El dato surge de un informe elaborado en General Paz, Panamericana y Acceso Oeste. La velocidad y los sobrepasos, dos factores que inciden.

Plásticos y vidrios rotos, esparcidos sobre el asfalto. Con frecuencia, sangre. Pocas veces, marcas de llantas. En Panamericana, Acceso Oeste y General Paz, la mayoría de los impactos contra otro auto se dan sin que haya tiempo de poner el pie en el freno. La causa: la falta de respeto a la distancia mínima reglamentaria, que origina nueve de cada diez choques entre vehículos en esas autopistas.

Así lo revela un nuevo informe del Observatorio Vial Anual elaborado por Ausol (General Paz y Acceso Norte ramales Pilar, Campana y Tigre) y Auoeste (Acceso Oeste). El estudio tuvo el acompañamiento de CESVI Argentina (Centro de Experimentación y Seguridad Vial), que colaboró con asistencia técnica. Con ese diagnóstico, lanzaron la campaña “Mantené distancia entre vehículos”.

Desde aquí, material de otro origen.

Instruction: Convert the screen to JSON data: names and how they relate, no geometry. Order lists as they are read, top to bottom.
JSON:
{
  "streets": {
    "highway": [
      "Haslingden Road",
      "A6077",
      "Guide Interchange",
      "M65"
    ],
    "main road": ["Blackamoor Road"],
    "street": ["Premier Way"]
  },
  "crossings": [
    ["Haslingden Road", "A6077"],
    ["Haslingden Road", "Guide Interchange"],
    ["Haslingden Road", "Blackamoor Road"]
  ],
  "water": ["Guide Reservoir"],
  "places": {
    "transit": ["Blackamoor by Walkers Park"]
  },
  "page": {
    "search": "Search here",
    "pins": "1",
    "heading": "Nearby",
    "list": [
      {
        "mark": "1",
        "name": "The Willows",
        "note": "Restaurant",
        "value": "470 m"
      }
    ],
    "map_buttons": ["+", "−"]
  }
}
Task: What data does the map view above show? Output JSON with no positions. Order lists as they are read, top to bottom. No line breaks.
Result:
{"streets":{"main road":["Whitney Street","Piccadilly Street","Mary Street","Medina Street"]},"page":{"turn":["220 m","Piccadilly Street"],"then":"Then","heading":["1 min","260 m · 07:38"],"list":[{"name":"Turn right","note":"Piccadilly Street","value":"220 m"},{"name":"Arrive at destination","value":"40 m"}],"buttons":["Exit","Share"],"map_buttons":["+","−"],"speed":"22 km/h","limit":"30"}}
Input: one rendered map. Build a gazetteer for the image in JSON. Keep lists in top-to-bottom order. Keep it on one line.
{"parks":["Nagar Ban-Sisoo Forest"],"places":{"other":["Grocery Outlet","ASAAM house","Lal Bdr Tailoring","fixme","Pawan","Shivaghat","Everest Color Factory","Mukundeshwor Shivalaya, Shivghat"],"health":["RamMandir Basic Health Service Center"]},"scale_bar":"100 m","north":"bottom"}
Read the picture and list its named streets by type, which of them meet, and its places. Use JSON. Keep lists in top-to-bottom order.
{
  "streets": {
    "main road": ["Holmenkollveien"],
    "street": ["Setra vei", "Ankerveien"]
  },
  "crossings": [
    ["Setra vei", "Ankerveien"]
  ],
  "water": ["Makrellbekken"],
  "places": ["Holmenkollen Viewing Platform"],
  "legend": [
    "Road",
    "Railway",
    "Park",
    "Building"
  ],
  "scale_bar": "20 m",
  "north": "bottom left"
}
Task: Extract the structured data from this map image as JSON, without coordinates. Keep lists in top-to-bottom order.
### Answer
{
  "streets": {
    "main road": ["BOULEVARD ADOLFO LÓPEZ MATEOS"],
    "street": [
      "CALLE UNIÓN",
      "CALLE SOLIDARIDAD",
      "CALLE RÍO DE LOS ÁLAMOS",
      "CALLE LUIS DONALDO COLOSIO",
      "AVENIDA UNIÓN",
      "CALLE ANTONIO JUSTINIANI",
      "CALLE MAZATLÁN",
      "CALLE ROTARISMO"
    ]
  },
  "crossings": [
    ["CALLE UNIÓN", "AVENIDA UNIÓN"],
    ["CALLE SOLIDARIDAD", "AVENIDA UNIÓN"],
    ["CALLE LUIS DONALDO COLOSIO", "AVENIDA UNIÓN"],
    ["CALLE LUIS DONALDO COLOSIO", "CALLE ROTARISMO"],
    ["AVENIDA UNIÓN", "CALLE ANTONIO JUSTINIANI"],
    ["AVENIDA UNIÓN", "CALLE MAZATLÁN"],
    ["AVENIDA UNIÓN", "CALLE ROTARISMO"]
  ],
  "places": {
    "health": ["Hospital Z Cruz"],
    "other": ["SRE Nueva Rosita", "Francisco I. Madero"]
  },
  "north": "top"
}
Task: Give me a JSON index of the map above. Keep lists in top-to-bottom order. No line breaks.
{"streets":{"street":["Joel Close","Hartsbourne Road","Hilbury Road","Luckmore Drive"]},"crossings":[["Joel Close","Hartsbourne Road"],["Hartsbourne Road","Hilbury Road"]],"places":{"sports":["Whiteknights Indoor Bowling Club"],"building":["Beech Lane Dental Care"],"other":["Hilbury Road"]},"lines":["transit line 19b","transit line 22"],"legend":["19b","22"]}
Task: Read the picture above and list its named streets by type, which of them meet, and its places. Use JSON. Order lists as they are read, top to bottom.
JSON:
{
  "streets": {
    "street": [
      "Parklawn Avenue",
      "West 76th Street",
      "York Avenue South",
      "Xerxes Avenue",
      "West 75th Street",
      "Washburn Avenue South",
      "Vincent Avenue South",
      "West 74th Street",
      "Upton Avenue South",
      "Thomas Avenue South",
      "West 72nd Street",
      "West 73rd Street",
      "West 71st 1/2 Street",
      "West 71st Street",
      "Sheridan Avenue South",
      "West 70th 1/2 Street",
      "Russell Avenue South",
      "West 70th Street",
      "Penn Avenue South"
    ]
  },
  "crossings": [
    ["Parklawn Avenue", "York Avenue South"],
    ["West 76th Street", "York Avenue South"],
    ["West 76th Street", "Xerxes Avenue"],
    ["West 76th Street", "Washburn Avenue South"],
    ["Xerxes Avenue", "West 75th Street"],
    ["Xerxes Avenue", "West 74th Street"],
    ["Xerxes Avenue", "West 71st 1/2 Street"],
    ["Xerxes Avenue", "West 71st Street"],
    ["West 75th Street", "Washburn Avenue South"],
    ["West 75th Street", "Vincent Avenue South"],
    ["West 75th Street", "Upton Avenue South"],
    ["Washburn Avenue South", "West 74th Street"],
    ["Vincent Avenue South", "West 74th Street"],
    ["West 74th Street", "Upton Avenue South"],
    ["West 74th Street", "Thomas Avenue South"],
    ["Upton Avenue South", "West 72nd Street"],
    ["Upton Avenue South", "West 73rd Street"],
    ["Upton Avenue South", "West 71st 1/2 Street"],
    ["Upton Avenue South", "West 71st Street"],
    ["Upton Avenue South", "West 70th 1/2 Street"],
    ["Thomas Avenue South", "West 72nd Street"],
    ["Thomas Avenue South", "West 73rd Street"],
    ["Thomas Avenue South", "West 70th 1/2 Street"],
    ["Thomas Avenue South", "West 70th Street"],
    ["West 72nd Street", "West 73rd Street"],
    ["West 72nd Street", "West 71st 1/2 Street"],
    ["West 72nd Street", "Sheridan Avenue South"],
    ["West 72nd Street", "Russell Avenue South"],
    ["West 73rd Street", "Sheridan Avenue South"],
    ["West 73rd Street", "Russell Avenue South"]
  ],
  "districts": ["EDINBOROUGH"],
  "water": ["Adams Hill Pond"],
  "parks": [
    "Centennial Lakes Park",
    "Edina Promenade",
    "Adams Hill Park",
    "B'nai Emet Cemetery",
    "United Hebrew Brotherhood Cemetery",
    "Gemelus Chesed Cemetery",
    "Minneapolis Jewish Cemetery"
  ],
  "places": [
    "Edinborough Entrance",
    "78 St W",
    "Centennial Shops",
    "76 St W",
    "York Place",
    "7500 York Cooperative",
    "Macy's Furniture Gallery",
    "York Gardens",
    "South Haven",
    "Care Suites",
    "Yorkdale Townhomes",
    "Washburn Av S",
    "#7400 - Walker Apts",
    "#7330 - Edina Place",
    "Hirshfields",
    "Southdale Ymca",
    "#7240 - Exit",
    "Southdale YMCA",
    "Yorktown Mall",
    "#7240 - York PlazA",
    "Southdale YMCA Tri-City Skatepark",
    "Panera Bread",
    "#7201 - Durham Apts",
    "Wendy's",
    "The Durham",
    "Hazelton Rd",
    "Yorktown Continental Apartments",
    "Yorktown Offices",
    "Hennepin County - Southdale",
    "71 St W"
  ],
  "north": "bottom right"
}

Es un concepto clave para evitar choques en autopistas: sin cruces ni obstáculos, la cantidad de siniestros debería ser muy baja. Pero no lo es. En muchos casos, se ignora esta regla. En otros, como los clásicos “pisacolas”, se la conoce pero se la transgrede también. Como a mayor velocidad, mayor es la distancia en metros requerida, esta se mide en tiempo: dos segundos es la mínima reglamentaria. Cinco es la recomendada.

Como parte de esta nueva campaña, se instalaron en estas autopistas carteles con mensajes institucionales en los que se advierte sobre la importancia de mantener distancia.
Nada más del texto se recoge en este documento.